## What the task asks
Copy each line below word for word and drop every image.

## Provided data
- - -

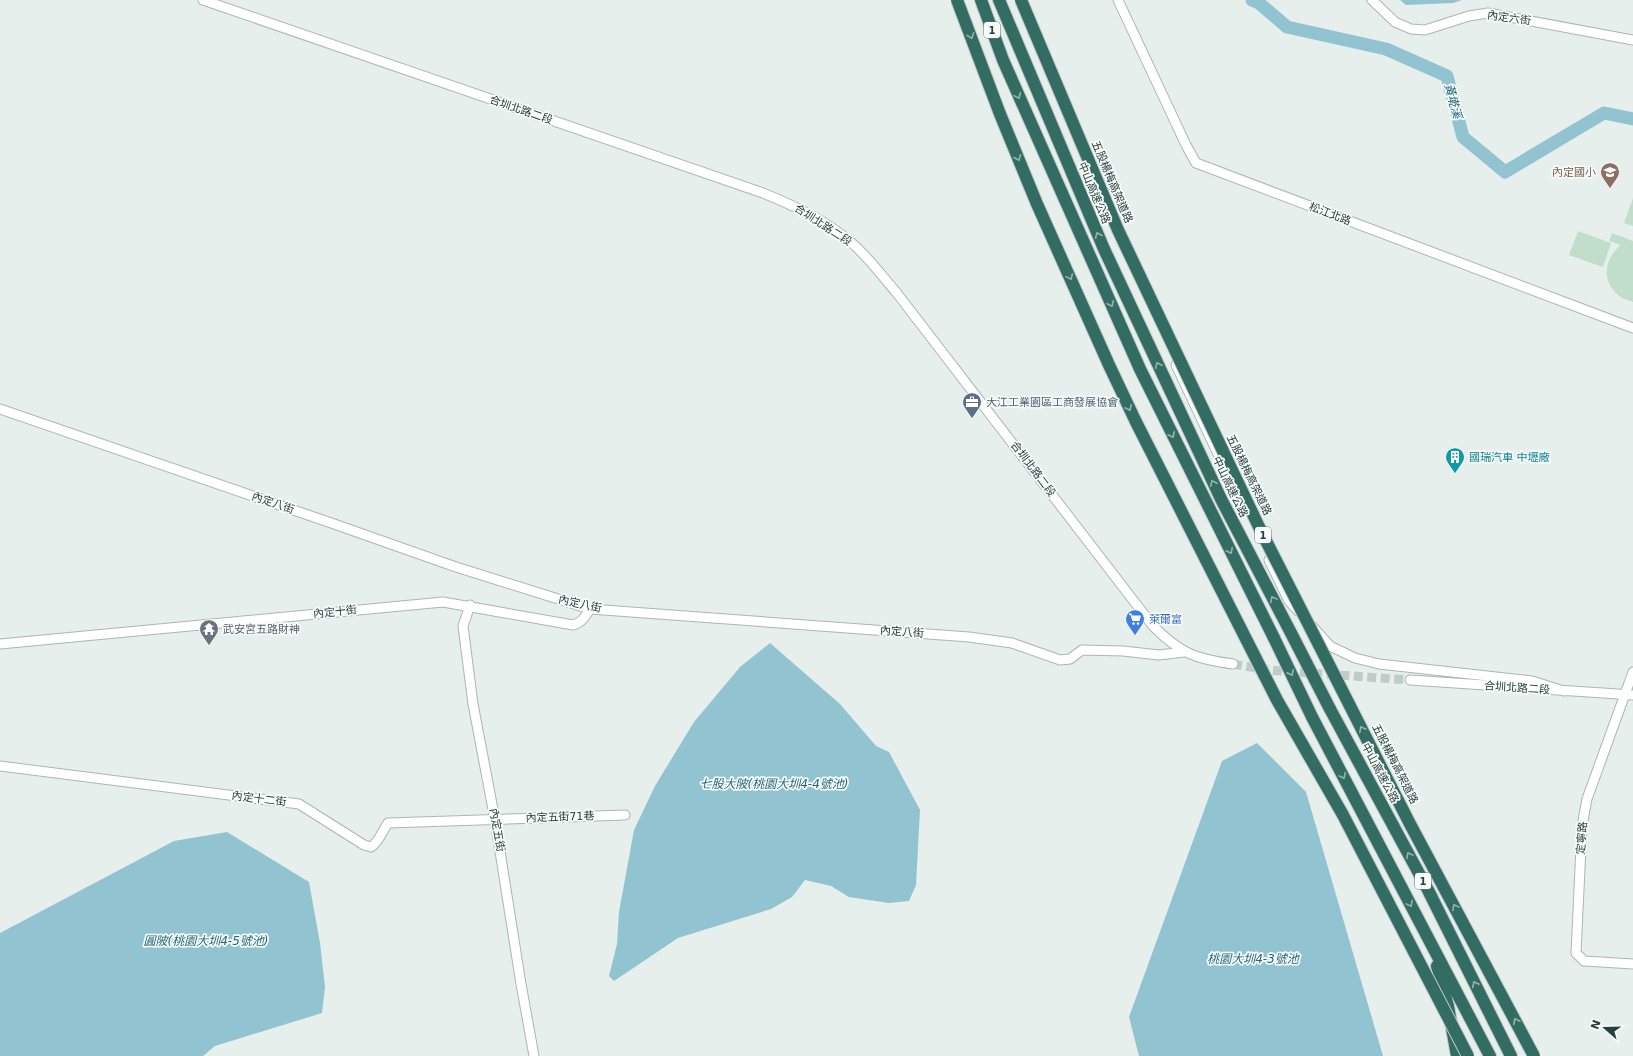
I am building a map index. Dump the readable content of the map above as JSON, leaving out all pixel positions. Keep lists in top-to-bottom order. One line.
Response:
{"streets":{"highway":["1","五股楊梅高架道路","中山高速公路"],"street":["內定六街","合圳北路二段","松江北路","內定八街","內定十街","內定十二街","內定五街71巷","內定五街","定寧路"]},"crossings":[["合圳北路二段","內定八街"],["合圳北路二段","定寧路"],["內定八街","內定十街"],["內定十街","內定五街"],["內定十二街","內定五街71巷"],["內定十二街","內定五街"],["內定五街71巷","內定五街"]],"water":["黃墘溪","七股大陂(桃園大圳4-4號池)","圓陂(桃園大圳4-5號池)","桃園大圳4-3號池"],"places":{"school or university":["內定國小"],"office":["大江工業園區工商發展協會"],"building":["國瑞汽車 中壢廠"],"supermarket":["萊爾富"],"temple":["武安宮五路財神"]},"north":"left"}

- - -

## Response to this task
I am building a map index. Dump the readable content of the map above as JSON, leaving out all pixel positions. Keep lists in top-to-bottom order. One line.
Response:
{"streets":{"highway":["1","五股楊梅高架道路","中山高速公路"],"street":["內定六街","合圳北路二段","松江北路","內定八街","內定十街","內定十二街","內定五街71巷","內定五街","定寧路"]},"crossings":[["合圳北路二段","內定八街"],["合圳北路二段","定寧路"],["內定八街","內定十街"],["內定十街","內定五街"],["內定十二街","內定五街71巷"],["內定十二街","內定五街"],["內定五街71巷","內定五街"]],"water":["黃墘溪","七股大陂(桃園大圳4-4號池)","圓陂(桃園大圳4-5號池)","桃園大圳4-3號池"],"places":{"school or university":["內定國小"],"office":["大江工業園區工商發展協會"],"building":["國瑞汽車 中壢廠"],"supermarket":["萊爾富"],"temple":["武安宮五路財神"]},"north":"left"}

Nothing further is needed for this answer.